“A quoi sert d’être cultivé ? A habiter des époques révolues et des villes où l’on n’a jamais mis les pieds. A vivre les tragédies qui vous ont épargné, mais aussi les bonheurs auxquels vous n’avez pas eu droit. A parcourir tout le clavier des émotions humaines, à vous éprendre et vous déprendre. A vous procurer la baguette magique de l’ubiquité. Plus que tout, à vous consoler de n’avoir qu’une vie à vivre. Avec, peut-être, cette chance supplémentaire de devenir un peu moins bête, et en tout cas un peu moins sommaire.”

Mona Ozouf, historienne, auteur de La Cause des livres (Gallimard)


Existant grâce à une idée de Nicolas I, à l'aide avisée de David, Michel et Nicolas II (merci à ces quatre mousquetaires !), ce blog permet de proposer et partager des lectures. Après une rage monomaniaque autour de la nouvelle, le blog tente une percée en direction du roman-fleuve. Ce genre fera l'objet d'une rencontre amico-littéraire à une date non encore précisée. D'ici là, d'ici cette promesse d'ouverture, écoute et échanges, proposons des titres, commentons les livres déjà présentés, dénichons des perles, enrichissons la liste conséquente des recueils de nouvelles.


Chers amis, chers lecteurs gourmands, je loue et vous remercie de votre appétit jubilatoire sans quoi cette petite entreprise serait vaine.

Bonne lecture à tous et à bientôt pour de nouvelles aventures !
Isabelle

samedi 31 août 2013

Goodbye, Columbus

Auteur : Philip Roth (1933-2018)

Traduit de l'anglais (États-Unis) par Céline Zins
Edition Gallimard (Folio)



"Terre ! Terre !" hurle le lecteur-homme de vigie dans son nid-de-pie (pour moi, souvent un fauteuil très confortable déjà évoqué dans l'article sur le livre "L'amour est très surestimé"), un poste d'observation privilégié placé en hauteur sur le mât avant de certains navires.

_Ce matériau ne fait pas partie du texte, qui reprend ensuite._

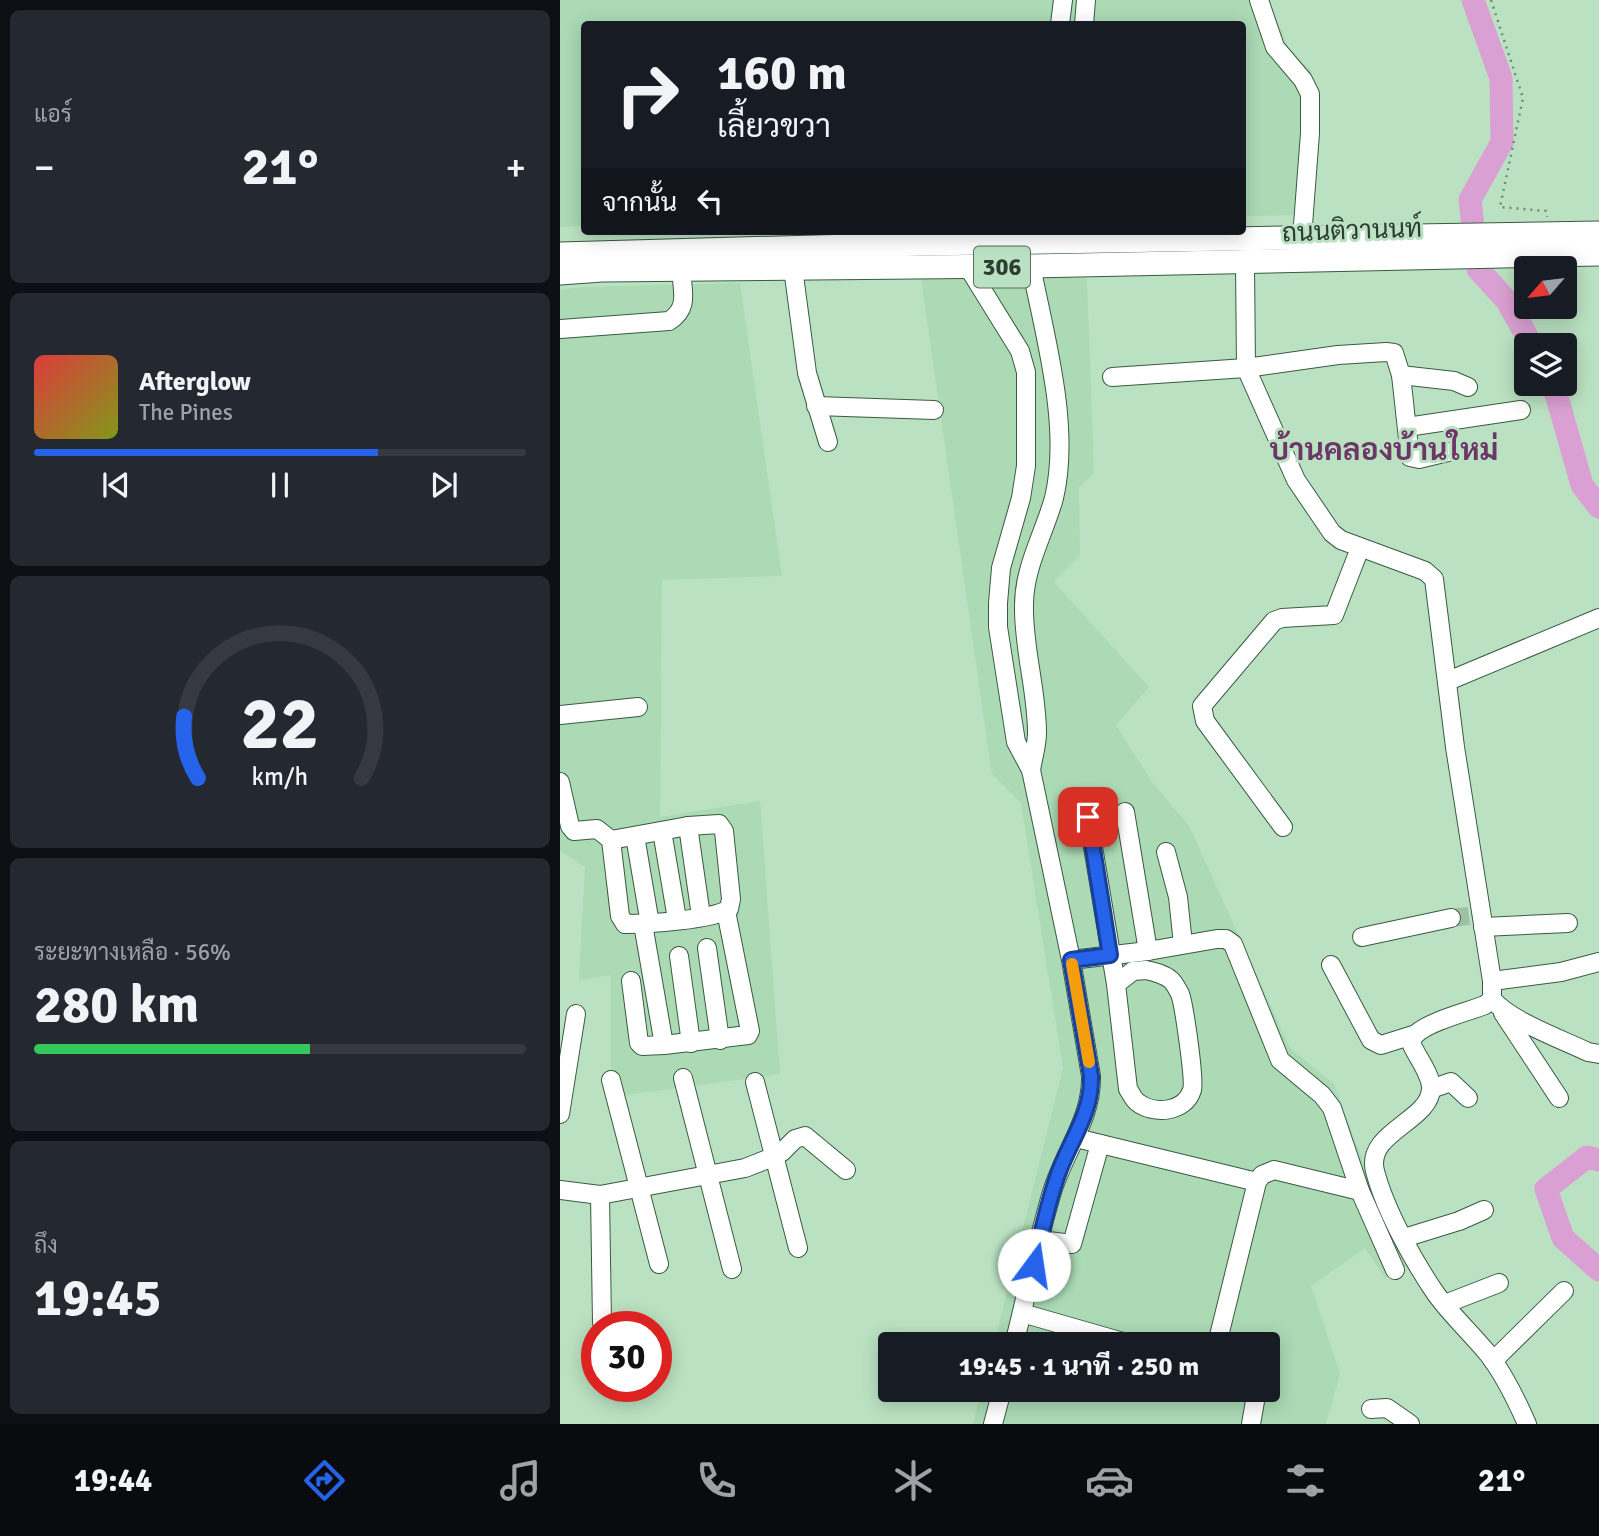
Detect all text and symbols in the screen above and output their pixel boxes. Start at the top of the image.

Pendant les cours de philosophie de mon année de Terminale, la matière enseignée ne m'étant ni naturelle ni même avenante contrairement à certains de mes camarades, j'ai dû accomplir de façon volontariste et constamment renouvelée un véritable effort intellectuel pour entrer dans les logiques, les constructions, les mondes proposés par chacun des philosophes étudiés. Au bout de quelques mois de cette gymnastique mentale, j'avais acquis un début de souplesse et il me semblait que des myriades d'univers existaient, chacun occupant un espace bien défini, dans les dimensions 4, 5, 6... sans limitation.
À la lecture de ce livre, il m'a semblé qu'à nouveau, je faisais la découverte d'un monde inconnu de moi. J'entrais non seulement dans un nouveau cerveau mais aussi une nouvelle façon de penser et de réagir, façon partagée par des millions de personnes. Au travers de ces six nouvelles, Philip Roth se penche sur les rapports qu'entretiennent les Juifs avec la société américaine, sur les liens singuliers générés pêle-mêle par la culpabilité, la conscience d'une différenciation, la revendication d'une singularité, le besoin d'être distingué et reconnu, le poids d'être un peuple élu, le fardeau d'être un peuple martyr.
De façon extrêmement subtile et habile, l'écrivain raconte des histoires, met en place des situations, entraîne le lecteur dans des scènes et des histoires passionnantes. Son style installe une tension dans le récit. Mais c'est dans les non-dits que tout se joue. Les ambiances sont d'une importance capitale. Et l'atmosphère comme les silences planent longtemps après la lecture, ne cessent de faire revenir leur lot de questions et leur terres étrangères et étranges. Terre inconnue. Et passionnante.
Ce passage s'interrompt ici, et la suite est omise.